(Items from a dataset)

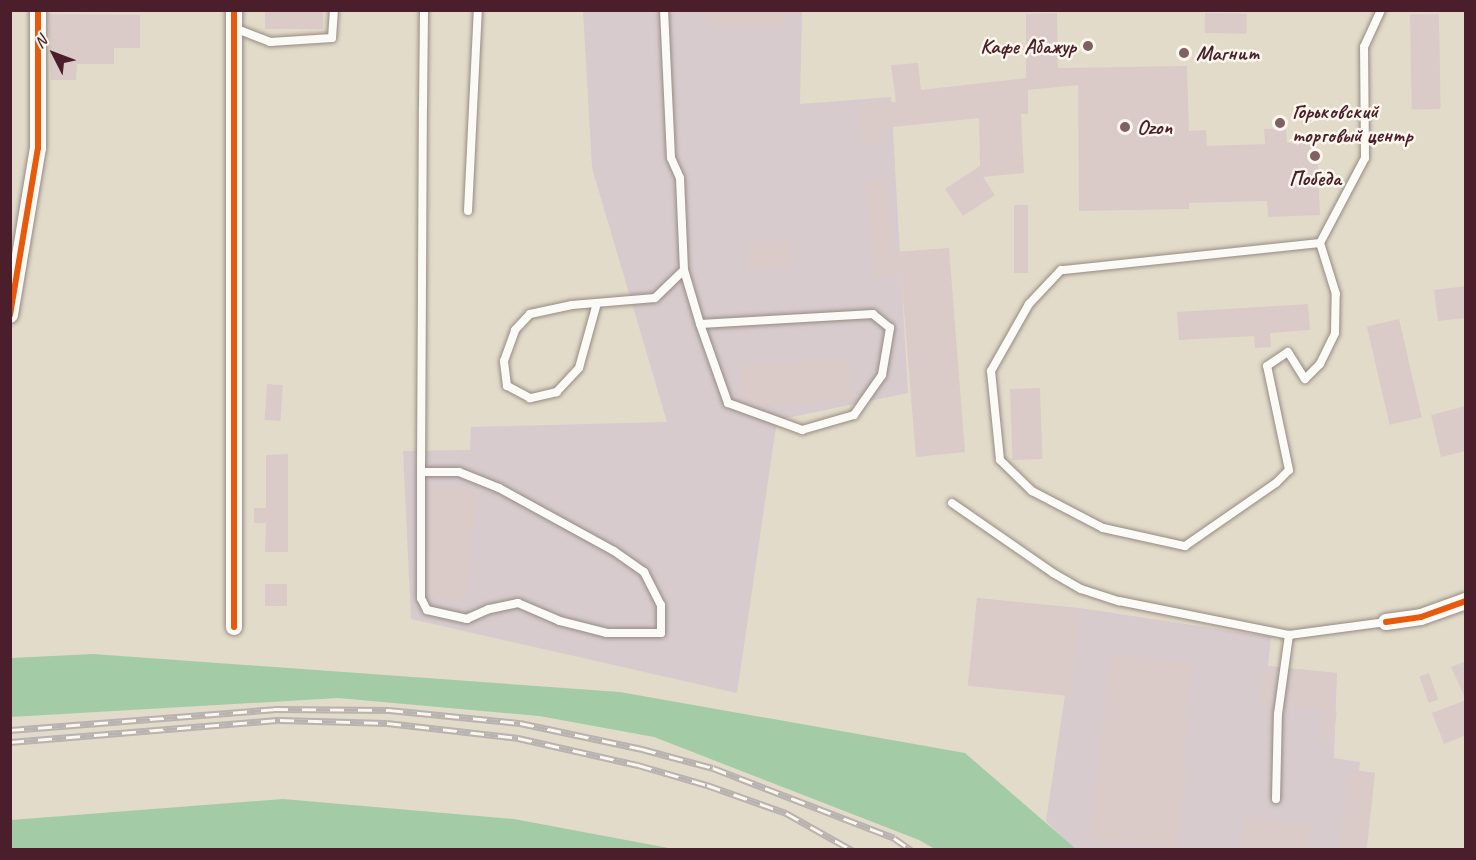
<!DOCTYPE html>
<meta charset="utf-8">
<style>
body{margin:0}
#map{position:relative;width:1476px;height:860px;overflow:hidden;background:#e3dbc9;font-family:Caveat,sans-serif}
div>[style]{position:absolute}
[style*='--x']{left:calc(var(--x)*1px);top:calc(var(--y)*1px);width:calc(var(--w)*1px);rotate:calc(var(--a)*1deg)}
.industrial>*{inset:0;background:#d7cbcd}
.forest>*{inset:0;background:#a3cca6}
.building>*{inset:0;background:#dacbc8;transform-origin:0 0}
.roads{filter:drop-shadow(0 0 2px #958b83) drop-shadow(0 0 2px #958b83)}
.lane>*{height:8px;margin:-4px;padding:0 4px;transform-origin:4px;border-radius:4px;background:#fbfaf7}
.street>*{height:16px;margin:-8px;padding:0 8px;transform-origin:8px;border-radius:8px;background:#fbfaf7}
.rail>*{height:7px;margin-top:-3.5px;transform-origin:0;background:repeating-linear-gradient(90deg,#fbf7ec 0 14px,#b8b2b1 0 28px);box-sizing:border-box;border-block:2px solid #b8b2b1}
.cycleway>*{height:6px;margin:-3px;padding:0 3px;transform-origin:3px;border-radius:3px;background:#e8590c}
.dots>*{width:16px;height:16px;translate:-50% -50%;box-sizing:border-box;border:3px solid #fbf7ec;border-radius:50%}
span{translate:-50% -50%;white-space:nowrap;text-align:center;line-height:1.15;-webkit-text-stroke:5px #fbf7ec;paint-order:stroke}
.poi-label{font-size:21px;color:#4a1f2b;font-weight:700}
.right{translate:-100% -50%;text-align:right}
.left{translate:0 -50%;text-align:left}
.frame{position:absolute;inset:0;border:12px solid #4a1f2b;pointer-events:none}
.north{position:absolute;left:24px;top:24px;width:60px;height:60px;-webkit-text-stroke:4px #fbf7ec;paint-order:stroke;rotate:312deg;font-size:16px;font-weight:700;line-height:24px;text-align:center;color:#4a1f2b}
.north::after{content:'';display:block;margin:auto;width:21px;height:27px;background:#4a1f2b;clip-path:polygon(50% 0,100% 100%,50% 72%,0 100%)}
</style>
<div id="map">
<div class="industrial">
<i style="clip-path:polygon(583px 11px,802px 11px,800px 104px,891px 97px,908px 393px,777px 420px,737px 693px,411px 619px,403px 451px,470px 450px,471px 427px,667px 422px,592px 168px)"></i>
<i style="clip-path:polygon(977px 598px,1080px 608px,1271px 637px,1268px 666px,1337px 673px,1334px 758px,1360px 762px,1359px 771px,1375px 773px,1366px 849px,1074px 849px,1046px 821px,1065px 695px,970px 686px)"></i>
</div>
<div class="forest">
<i style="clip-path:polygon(93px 654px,620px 692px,965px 753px,1076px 849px,935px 849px,919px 840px,654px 737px,539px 716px,338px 698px,11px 717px,11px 658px)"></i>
<i style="clip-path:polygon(283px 799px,514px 819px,674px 849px,11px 849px,11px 820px)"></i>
</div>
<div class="building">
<i style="left:265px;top:10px;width:58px;height:19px"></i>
<i style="left:708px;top:10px;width:77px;height:16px"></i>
<i style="clip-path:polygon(1057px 13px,1058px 68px,1187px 66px,1189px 131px,1206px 130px,1207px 146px,1265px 144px,1264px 129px,1286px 128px,1287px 143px,1317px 142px,1320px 215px,1268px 217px,1267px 201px,1189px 203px,1189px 209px,1079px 211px,1078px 85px,1028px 90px,1028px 114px,1021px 114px,1024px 173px,983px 177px,995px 195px,963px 216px,945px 189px,980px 166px,979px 118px,884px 128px,885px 143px,862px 144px,860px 104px,896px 102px,891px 65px,918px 63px,921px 90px,1026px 78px,1026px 14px)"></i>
<i style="left:1205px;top:13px;width:42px;height:20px;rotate:1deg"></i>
<i style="clip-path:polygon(48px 14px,140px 15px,140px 48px,114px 48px,114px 64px,77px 64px,76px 80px,51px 80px)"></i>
<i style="left:1439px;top:14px;width:95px;height:29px;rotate:89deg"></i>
<i style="clip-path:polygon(887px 179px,893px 252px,949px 248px,965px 452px,916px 457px,901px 275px,874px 278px,866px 181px)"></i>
<i style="left:1014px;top:205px;width:14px;height:68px"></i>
<i style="left:789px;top:241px;width:27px;height:40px;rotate:88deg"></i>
<i style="clip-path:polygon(1466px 286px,1466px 318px,1438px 321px,1434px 290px)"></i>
<i style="clip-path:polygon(1308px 304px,1310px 330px,1270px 333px,1271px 347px,1255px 348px,1254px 336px,1179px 340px,1177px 312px)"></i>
<i style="left:1399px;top:319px;width:101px;height:33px;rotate:77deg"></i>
<i style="clip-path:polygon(849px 360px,851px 401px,755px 406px,742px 401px,741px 365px)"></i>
<i style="left:267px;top:384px;width:16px;height:36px;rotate:4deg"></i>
<i style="left:1040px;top:388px;width:71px;height:30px;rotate:88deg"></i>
<i style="clip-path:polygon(1466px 406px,1466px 451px,1441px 457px,1431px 415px)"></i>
<i style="clip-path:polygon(288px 454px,288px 552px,265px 552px,266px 523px,254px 523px,254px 508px,266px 508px,266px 455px)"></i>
<i style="clip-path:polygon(430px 488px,478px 489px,465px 601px,427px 596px)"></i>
<i style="left:265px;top:584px;width:22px;height:22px"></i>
<i style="left:977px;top:598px;width:103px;height:88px;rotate:6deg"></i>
<i style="clip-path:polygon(1111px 654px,1192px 663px,1185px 720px,1188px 720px,1183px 762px,1187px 762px,1177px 848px,1090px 839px)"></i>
<i style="clip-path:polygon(1466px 661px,1466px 700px,1451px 667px)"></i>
<i style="clip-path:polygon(1294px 669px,1337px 673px,1334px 710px,1286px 706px,1290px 673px,1293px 673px)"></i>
<i style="left:1263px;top:670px;width:14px;height:36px;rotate:4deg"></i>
<i style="left:1429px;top:673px;width:28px;height:10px;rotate:71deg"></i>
<i style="clip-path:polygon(1466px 700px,1466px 735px,1444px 744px,1432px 713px)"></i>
<i style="left:1324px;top:711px;width:13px;height:29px;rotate:9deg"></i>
<i style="left:1348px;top:770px;width:27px;height:80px;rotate:6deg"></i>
<i style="clip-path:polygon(1246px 817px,1311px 826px,1308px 849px,1241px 849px)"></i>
</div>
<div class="roads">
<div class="lane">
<i style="--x:234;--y:28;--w:39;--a:21"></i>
<i style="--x:270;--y:42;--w:62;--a:-3.7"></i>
<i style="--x:332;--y:38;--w:28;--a:-86"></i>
<i style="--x:468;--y:211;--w:201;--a:-87.2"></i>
<i style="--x:1320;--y:243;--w:260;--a:174"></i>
<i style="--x:1061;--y:270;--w:47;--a:133.3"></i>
<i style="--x:1029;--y:304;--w:77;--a:119.6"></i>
<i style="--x:991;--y:371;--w:89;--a:84.2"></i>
<i style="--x:1000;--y:460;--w:45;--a:44.1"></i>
<i style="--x:1032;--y:491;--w:80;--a:27.5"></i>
<i style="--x:1103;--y:528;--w:84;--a:12.4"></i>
<i style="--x:1185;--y:546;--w:111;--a:-34.7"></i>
<i style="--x:1276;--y:483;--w:18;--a:-45"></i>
<i style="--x:1289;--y:470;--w:106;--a:-101.9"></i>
<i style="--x:1267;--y:366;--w:25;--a:-34"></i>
<i style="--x:1288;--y:352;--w:32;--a:58"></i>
<i style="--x:1305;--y:379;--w:21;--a:-45"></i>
<i style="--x:1320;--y:364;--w:34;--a:-64"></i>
<i style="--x:1335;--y:333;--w:39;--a:-89"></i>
<i style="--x:1336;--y:294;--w:53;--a:-107.4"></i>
<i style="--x:1320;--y:243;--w:96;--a:-62.1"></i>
<i style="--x:1365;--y:158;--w:111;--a:-90.5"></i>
<i style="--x:1364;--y:47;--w:41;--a:-65.3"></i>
<i style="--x:684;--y:270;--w:56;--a:73.5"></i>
<i style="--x:700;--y:324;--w:84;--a:70.5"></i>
<i style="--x:728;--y:403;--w:79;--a:20"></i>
<i style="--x:802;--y:430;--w:54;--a:-16.1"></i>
<i style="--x:854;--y:415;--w:49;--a:-55"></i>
<i style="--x:882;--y:375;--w:48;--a:-80.3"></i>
<i style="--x:890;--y:328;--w:22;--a:-141"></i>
<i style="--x:873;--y:314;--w:173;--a:176.7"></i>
<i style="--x:597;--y:303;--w:67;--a:105.5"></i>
<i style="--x:579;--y:368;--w:33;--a:133"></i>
<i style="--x:557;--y:392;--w:28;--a:167"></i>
<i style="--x:530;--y:398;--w:26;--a:-152"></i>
<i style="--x:507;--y:386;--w:25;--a:-97"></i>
<i style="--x:504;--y:361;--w:33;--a:-70"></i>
<i style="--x:515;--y:330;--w:22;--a:-47"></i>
<i style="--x:530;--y:314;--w:43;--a:-12.1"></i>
<i style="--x:572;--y:305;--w:83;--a:-4.8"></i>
<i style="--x:655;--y:298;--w:40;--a:-44"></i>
<i style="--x:684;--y:270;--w:92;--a:-92.5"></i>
<i style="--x:680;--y:178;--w:22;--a:-114"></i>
<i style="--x:671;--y:158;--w:148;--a:-92.7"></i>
<i style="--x:421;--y:472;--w:38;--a:0"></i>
<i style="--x:459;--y:472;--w:43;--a:21.8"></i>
<i style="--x:499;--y:488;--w:131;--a:28.7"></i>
<i style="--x:614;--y:551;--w:37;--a:35"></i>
<i style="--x:644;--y:572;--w:37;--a:63"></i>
<i style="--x:661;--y:605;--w:28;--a:90"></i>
<i style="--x:661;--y:633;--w:54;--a:180"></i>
<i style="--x:607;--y:633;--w:49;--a:-165.7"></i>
<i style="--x:560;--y:621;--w:46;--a:-156.8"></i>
<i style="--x:518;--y:603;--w:30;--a:168"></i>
<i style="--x:489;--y:609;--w:24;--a:156"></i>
<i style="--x:467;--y:619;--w:41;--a:-167.3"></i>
<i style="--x:427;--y:610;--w:13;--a:-117"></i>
<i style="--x:421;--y:598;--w:126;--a:-90"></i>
<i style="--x:421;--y:472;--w:365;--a:-89.7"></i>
<i style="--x:423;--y:107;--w:97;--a:-89.4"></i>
<i style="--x:952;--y:503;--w:123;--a:34.7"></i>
<i style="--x:1053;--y:573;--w:32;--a:30"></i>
<i style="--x:1081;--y:589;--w:40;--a:18"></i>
<i style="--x:1119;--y:601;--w:173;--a:11.3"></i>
<i style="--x:1289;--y:635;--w:98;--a:-7.6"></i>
<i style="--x:1276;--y:799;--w:85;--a:-88.7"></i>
<i style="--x:1278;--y:714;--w:80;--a:-82.1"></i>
</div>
<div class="street">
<i style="--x:234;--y:10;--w:617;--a:90"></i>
<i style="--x:10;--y:315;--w:169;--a:-80.5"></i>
<i style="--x:38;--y:148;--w:138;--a:-90"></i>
<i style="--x:1386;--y:622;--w:35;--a:-8"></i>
<i style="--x:1421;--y:617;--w:48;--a:-19.6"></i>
</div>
</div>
<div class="rail">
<i style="--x:10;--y:730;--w:265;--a:-4.5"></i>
<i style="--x:274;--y:709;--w:115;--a:0.5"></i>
<i style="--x:389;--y:710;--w:132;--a:5.7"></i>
<i style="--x:520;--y:723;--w:125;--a:12"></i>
<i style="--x:642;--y:749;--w:73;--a:15"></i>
<i style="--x:713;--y:768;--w:194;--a:21.1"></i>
<i style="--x:894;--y:838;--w:21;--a:35"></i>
<i style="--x:10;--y:742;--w:271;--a:-4.7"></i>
<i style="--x:280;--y:720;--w:107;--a:1.6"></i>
<i style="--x:387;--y:723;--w:132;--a:6.5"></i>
<i style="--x:518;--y:738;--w:123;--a:12.7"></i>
<i style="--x:638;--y:765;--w:72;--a:16.2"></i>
<i style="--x:707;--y:785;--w:84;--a:19.5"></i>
<i style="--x:786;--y:813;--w:76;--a:29.3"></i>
</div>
<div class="cycleway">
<i style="--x:234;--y:10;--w:617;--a:90"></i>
<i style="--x:10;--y:315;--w:169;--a:-80.5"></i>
<i style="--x:38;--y:148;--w:138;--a:-90"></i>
<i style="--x:1386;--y:622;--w:35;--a:-8"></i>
<i style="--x:1421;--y:617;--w:48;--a:-19.6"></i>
</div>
<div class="dots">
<i style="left:1088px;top:46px;background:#806162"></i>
<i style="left:1184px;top:53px;background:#806162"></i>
<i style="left:1280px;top:123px;background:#806162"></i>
<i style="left:1125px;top:127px;background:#806162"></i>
<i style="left:1315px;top:156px;background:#806162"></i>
</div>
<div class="poi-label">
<span class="right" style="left:1076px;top:46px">Кафе Абажур</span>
<span class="left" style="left:1196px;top:53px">Магнит</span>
<span class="left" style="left:1292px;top:123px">Горьковский<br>торговый центр</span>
<span class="left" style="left:1137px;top:127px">Ozon</span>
<span style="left:1315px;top:178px">Победа</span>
</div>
<div class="frame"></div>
<div class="north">N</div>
</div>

**WHAT YOU HAVE TO DO:**
Set down exactly the lines running from the beginning of the entries above to the line that contains "2px #958b83) drop-shadow(0", including both, and leave out pictures.

**SOLUTION TO THIS EXERCISE:**
<!DOCTYPE html>
<meta charset="utf-8">
<style>
body{margin:0}
#map{position:relative;width:1476px;height:860px;overflow:hidden;background:#e3dbc9;font-family:Caveat,sans-serif}
div>[style]{position:absolute}
[style*='--x']{left:calc(var(--x)*1px);top:calc(var(--y)*1px);width:calc(var(--w)*1px);rotate:calc(var(--a)*1deg)}
.industrial>*{inset:0;background:#d7cbcd}
.forest>*{inset:0;background:#a3cca6}
.building>*{inset:0;background:#dacbc8;transform-origin:0 0}
.roads{filter:drop-shadow(0 0 2px #958b83) drop-shadow(0 0 2px #958b83)}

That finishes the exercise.